Aquarius face palmed. "You can bake cookies again. That fortune you received a week ago was only for that day."

Scorpio seemed lost in thought for a minute. "Oh right."

Leo looked around the room. "I think it's the earth signs baking."

"All three of them? That's odd..." said Sagittarius.

Libra and Aries walked into the house with both dogs. Libra took their leashes off while Aries gave Sage and Quinn treats.

"How was your walk?" asked Leo.

"It was great. Until an idiot started chasing us," frowned Aries.

"Aries shhhh! Gemini can hear you," hushed Libra.

Gemini walked into the house. "You have three seconds to run before I tickle you."

Aries ran back out the door. Sagittarius followed wanting to join the fun.

"Why is there screaming coming from the kitchen?" asked Cancer while him and Pisces walked into the living room.

Pisces gasped. "I smell cookies!"

"The earth signs are baking," replied Leo.

"Should I go check on them?" asked Libra.

"Probably not," replied Aquarius.

"Mmm I hope they're baking those cookies with candy in them," said Pisces.

Cancer laughed at a memory. "I hope this time they don't burn the cookies this time."

***

"And now we need to add some chocolate chips. Where are those?"

"Right here." Capricorn sprinkled a few chocolate chips on Taurus' head. 

"Don't waste good chocolate," scolded Virgo, taking a handful of chocolate chips and eating them. Then Taurus took the bag and poured in a few chocolate chips.

"What's this bottle?" asked Capricorn, holding up a bottle that he found in the cupboard.

"Huh? I've never seen it before." Virgo took it and read the label. "Vanilla syrup. For increasing the flavour of vanilla in baked treats such as cookies, cupcakes, banana bread, etc. Hmm this does look weird though."

Capricorn grinned and took the bottle back. "It will give the cookies a vanilla taste. We need to use this so I can beat Scorpio. He has a secret recipe and now his cookies are better than mine!"

Taurus chuckled. "Since when are you so competitive Cap? Sagittarius really is rubbing her personality off on you."
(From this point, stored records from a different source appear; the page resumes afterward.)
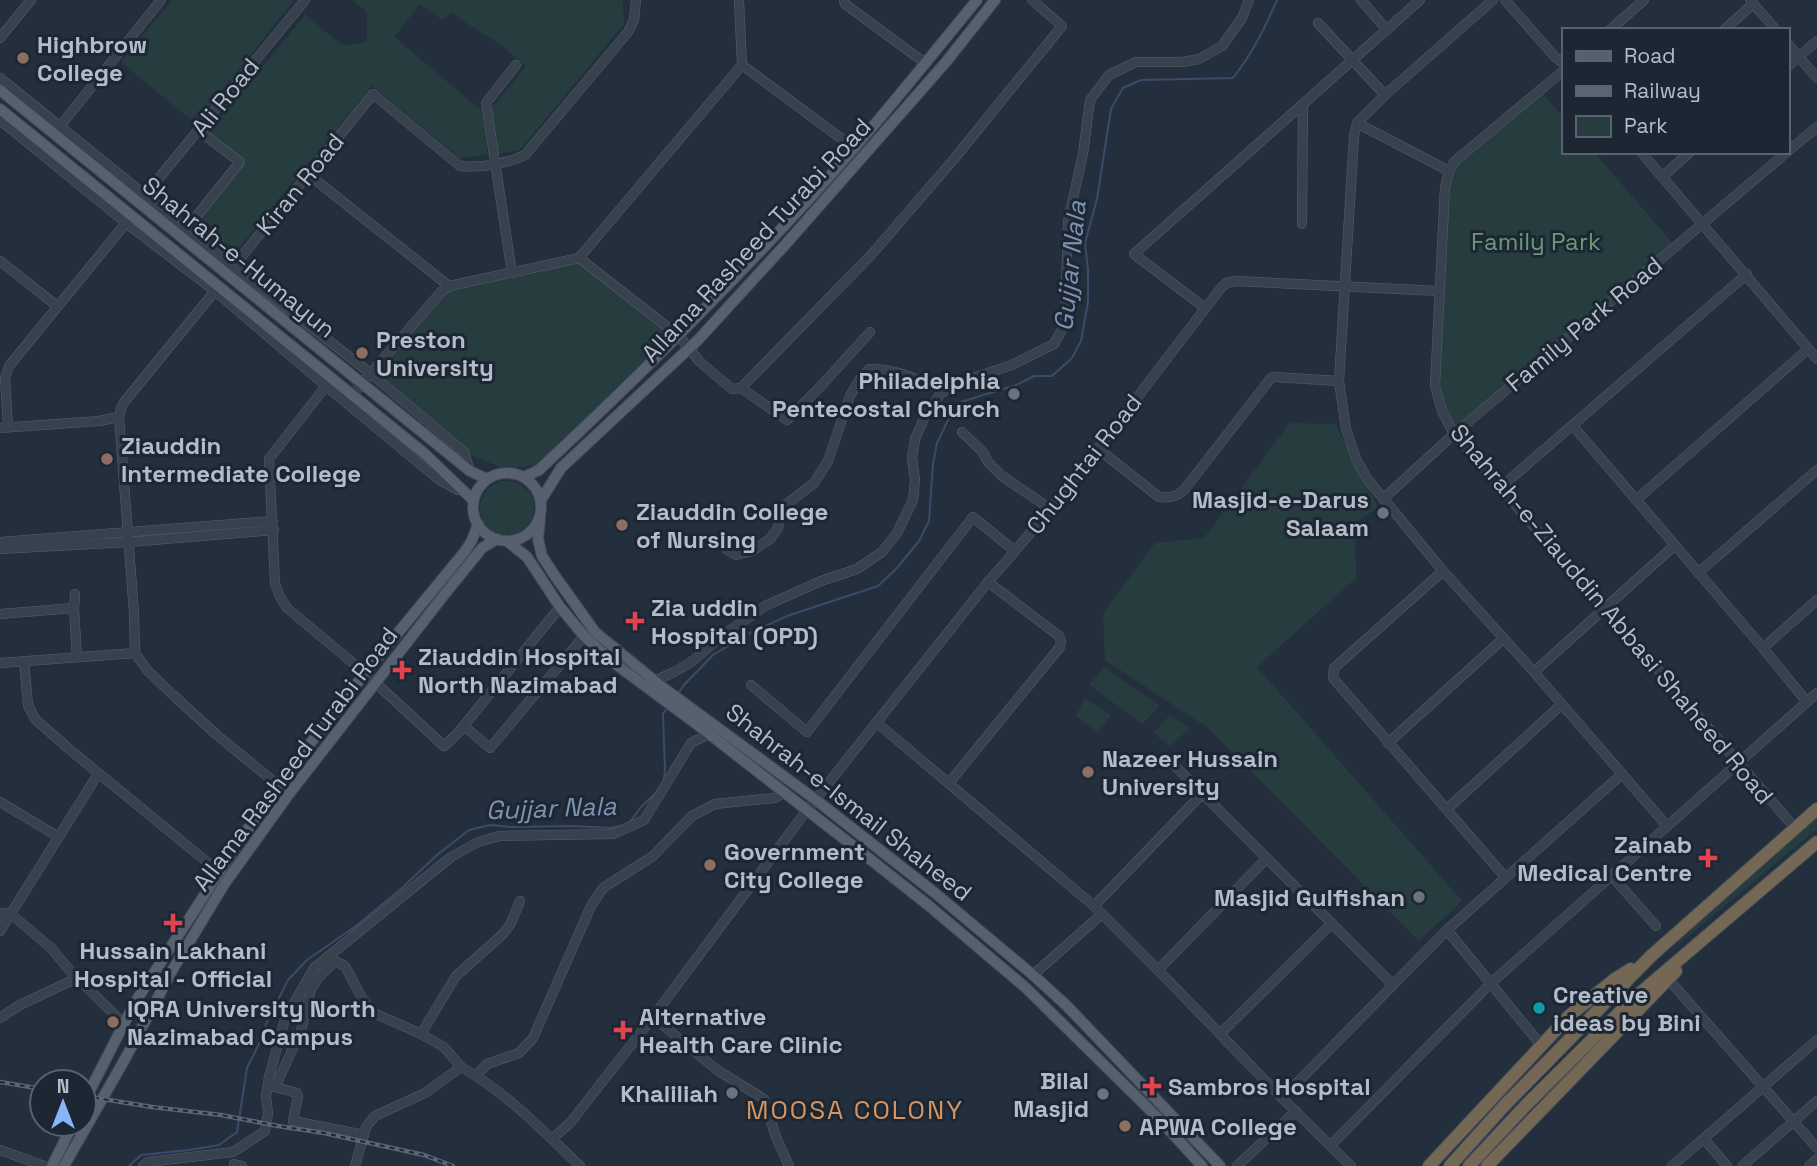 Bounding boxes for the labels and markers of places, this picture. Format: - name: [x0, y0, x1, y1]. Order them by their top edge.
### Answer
- place label: Highbrow College: [37, 29, 147, 88]
- marker: Highbrow College: [15, 50, 31, 66]
- place label: Preston University: [376, 324, 494, 383]
- marker: Preston University: [354, 345, 370, 361]
- place label: Philadelphia Pentecostal Church: [772, 365, 1000, 424]
- marker: Philadelphia Pentecostal Church: [1006, 386, 1022, 402]
- place label: Ziauddin Intermediate College: [121, 430, 361, 489]
- marker: Ziauddin Intermediate College: [99, 451, 115, 467]
- place label: Masjid-e-Darus Salaam: [1192, 484, 1369, 543]
- place label: Ziauddin College of Nursing: [636, 496, 828, 555]
- marker: Masjid-e-Darus Salaam: [1375, 505, 1391, 521]
- marker: Ziauddin College of Nursing: [614, 517, 630, 533]
- place label: Zia uddin Hospital (OPD): [651, 592, 818, 651]
- marker: Zia uddin Hospital (OPD): [625, 611, 645, 631]
- place label: Ziauddin Hospital North Nazimabad: [418, 641, 620, 700]
- marker: Ziauddin Hospital North Nazimabad: [392, 660, 412, 680]
- place label: Nazeer Hussain University: [1102, 743, 1278, 802]
- marker: Nazeer Hussain University: [1080, 764, 1096, 780]
- place label: Zainab Medical Centre: [1517, 829, 1692, 888]
- place label: Government City College: [724, 836, 865, 895]
- marker: Zainab Medical Centre: [1698, 848, 1718, 868]
- marker: Government City College: [702, 857, 718, 873]
- place label: Masjid Gulfishan: [1214, 882, 1405, 913]
- marker: Masjid Gulfishan: [1411, 889, 1427, 905]
- marker: Hussain Lakhani Hospital - Official: [163, 913, 183, 933]
- place label: Hussain Lakhani Hospital - Official: [74, 935, 272, 994]
- place label: Creative ideas by Bini: [1553, 979, 1701, 1038]
- place label: IQRA University North Nazimabad Campus: [127, 993, 376, 1052]
- marker: Creative ideas by Bini: [1531, 1000, 1547, 1016]
- place label: Alternative Health Care Clinic: [639, 1001, 842, 1060]
- marker: IQRA University North Nazimabad Campus: [105, 1014, 121, 1030]
- marker: Alternative Health Care Clinic: [613, 1020, 633, 1040]
- place label: Bilal Masjid: [1013, 1065, 1089, 1124]
- place label: Sambros Hospital: [1168, 1071, 1371, 1102]
- marker: Sambros Hospital: [1142, 1076, 1162, 1096]
- place label: Khaliliah: [620, 1078, 718, 1109]
- marker: Khaliliah: [724, 1085, 740, 1101]
- marker: Bilal Masjid: [1095, 1086, 1111, 1102]
- place label: APWA College: [1139, 1111, 1297, 1142]
- marker: APWA College: [1117, 1118, 1133, 1134]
Virgo smiled. "I think it's cute how he's starting to become like her."

"Here, pass me the vanilla and I'll get a good look at it," ordered Taurus. Then he read the label."It doesn't say how much we need to use."
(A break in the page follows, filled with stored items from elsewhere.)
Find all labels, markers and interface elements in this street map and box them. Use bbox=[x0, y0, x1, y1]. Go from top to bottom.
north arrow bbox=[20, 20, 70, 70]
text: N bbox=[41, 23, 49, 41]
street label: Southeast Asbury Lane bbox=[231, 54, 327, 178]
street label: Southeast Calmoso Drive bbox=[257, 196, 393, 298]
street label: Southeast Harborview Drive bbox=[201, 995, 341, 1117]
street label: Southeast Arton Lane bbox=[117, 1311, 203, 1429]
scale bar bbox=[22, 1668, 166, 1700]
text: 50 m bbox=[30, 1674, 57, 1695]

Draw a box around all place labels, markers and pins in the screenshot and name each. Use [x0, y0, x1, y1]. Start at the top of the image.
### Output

"Hmm... How about we make those cookies very vanilla." Capricorn poured in half the bottle.

Virgo stared at him with wide eyes. "Woah that's a lot."

"Oh well. Now someone pass the crunched up smarties please." Taurus opened his palm.

"Here." Virgo passed Taurus the smarties.

***

After a while, the cookies were all baked.

"Here, let's go share with everyone else." Virgo grabbed the cookie tray.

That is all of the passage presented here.